## About this exercise
State the number of lines in the entries below where the string "overflow" occurs, and omit everything else.

======== Extracted records ========

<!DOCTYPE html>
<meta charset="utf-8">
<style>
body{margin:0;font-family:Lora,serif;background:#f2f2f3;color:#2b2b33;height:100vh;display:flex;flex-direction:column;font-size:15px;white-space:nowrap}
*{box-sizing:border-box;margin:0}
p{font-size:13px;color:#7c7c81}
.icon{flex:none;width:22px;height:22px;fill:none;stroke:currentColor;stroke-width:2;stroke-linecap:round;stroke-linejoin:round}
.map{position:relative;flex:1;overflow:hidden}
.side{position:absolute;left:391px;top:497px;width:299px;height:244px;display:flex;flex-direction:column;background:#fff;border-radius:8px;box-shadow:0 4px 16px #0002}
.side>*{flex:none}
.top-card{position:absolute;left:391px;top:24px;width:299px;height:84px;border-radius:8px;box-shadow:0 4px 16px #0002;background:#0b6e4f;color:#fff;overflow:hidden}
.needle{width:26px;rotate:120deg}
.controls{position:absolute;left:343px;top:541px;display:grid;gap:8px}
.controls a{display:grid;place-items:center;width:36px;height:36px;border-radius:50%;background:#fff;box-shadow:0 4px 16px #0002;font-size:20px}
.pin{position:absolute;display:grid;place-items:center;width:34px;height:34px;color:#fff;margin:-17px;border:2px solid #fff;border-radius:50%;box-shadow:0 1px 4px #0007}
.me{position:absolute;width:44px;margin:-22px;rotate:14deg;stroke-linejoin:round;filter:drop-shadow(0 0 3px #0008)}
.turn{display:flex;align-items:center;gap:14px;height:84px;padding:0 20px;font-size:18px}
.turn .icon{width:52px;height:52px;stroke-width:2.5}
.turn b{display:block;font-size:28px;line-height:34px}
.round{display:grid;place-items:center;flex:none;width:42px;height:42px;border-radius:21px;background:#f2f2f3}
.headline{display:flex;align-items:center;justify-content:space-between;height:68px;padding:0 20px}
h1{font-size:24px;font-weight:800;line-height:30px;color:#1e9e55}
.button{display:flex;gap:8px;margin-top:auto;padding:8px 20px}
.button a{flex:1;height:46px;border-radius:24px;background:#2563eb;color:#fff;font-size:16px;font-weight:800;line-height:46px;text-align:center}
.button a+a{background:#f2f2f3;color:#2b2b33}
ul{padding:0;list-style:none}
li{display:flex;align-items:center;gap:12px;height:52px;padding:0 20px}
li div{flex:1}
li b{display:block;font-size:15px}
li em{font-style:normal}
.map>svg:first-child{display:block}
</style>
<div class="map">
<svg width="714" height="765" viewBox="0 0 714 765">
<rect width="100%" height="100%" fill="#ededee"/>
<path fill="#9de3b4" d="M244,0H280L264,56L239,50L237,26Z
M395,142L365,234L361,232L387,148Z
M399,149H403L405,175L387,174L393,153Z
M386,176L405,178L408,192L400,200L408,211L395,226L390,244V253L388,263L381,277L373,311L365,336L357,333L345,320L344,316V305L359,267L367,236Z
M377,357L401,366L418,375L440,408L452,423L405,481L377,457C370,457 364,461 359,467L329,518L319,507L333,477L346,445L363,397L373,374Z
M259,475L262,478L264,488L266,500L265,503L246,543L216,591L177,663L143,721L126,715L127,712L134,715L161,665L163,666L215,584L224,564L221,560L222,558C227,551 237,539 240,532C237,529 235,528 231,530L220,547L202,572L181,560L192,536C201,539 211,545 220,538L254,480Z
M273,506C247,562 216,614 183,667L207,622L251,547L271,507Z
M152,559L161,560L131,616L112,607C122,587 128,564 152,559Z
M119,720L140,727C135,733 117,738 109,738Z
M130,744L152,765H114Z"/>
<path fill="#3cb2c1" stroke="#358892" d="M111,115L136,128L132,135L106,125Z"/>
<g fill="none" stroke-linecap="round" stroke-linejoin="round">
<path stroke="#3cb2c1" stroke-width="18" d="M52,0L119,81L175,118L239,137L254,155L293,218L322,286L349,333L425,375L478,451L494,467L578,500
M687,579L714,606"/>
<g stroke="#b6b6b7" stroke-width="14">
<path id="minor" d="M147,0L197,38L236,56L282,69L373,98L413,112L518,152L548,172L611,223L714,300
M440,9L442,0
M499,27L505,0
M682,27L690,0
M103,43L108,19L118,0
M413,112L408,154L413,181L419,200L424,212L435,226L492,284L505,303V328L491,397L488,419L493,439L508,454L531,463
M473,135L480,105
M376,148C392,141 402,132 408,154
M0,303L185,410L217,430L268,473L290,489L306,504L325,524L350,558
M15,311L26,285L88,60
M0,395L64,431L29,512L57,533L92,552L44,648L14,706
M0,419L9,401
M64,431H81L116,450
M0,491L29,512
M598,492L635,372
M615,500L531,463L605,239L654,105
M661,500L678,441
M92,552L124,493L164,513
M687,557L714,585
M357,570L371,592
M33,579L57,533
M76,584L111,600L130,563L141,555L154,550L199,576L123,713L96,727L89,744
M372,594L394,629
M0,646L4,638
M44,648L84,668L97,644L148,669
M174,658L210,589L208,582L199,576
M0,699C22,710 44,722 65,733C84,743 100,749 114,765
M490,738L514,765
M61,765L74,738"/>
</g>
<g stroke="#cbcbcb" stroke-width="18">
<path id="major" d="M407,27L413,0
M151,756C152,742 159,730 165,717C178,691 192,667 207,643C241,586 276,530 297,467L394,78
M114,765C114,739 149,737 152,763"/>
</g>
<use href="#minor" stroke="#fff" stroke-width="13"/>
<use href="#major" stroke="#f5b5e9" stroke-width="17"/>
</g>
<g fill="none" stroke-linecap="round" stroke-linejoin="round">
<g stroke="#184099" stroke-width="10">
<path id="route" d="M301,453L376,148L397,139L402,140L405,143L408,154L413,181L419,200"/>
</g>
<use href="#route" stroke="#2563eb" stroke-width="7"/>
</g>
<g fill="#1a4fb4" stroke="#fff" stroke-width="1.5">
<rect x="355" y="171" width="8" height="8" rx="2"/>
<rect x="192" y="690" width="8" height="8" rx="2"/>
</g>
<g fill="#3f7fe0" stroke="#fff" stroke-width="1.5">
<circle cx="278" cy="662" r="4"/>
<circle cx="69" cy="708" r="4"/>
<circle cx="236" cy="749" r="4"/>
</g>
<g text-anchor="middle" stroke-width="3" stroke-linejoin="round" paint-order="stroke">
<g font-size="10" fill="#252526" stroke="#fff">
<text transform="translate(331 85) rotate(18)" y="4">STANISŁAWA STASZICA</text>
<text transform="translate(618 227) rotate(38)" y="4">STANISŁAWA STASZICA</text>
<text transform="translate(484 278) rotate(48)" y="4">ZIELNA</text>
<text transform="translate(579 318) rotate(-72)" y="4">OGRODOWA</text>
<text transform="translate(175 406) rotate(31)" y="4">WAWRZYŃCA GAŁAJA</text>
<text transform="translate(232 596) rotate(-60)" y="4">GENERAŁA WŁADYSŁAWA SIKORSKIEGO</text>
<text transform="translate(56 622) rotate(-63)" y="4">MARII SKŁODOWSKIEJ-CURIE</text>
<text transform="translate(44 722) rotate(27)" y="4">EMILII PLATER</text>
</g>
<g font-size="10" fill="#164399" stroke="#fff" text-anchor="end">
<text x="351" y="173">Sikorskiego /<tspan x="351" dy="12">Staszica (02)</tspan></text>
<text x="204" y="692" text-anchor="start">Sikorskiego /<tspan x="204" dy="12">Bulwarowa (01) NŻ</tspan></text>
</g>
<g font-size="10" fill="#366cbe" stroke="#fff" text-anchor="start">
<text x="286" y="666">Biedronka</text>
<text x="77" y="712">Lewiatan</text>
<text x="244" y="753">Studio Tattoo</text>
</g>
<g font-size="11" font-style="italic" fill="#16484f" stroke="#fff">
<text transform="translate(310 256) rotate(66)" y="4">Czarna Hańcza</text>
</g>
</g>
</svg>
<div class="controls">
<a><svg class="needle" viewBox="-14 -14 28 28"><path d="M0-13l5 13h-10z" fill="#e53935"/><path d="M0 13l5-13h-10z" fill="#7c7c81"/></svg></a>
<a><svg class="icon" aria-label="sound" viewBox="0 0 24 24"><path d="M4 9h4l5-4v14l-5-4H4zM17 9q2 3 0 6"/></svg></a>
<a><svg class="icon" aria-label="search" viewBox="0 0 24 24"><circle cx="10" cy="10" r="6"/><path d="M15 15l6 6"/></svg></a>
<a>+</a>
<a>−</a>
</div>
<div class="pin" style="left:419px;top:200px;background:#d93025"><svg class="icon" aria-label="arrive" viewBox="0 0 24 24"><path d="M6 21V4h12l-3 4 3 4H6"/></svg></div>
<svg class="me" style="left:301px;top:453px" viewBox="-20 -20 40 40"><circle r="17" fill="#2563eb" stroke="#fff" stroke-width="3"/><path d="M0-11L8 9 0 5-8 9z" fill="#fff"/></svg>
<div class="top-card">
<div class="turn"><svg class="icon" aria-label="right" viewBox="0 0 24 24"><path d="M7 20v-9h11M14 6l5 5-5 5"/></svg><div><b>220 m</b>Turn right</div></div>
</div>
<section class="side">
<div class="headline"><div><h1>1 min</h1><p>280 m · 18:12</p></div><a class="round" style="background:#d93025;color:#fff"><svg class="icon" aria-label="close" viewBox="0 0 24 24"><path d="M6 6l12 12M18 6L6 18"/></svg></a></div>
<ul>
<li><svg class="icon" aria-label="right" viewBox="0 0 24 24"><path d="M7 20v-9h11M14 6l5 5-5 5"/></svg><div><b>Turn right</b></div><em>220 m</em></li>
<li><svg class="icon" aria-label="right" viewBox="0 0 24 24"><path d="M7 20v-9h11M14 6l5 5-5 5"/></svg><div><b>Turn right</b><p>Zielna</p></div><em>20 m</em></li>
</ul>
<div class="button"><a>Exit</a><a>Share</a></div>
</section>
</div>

========

## Result for this exercise
2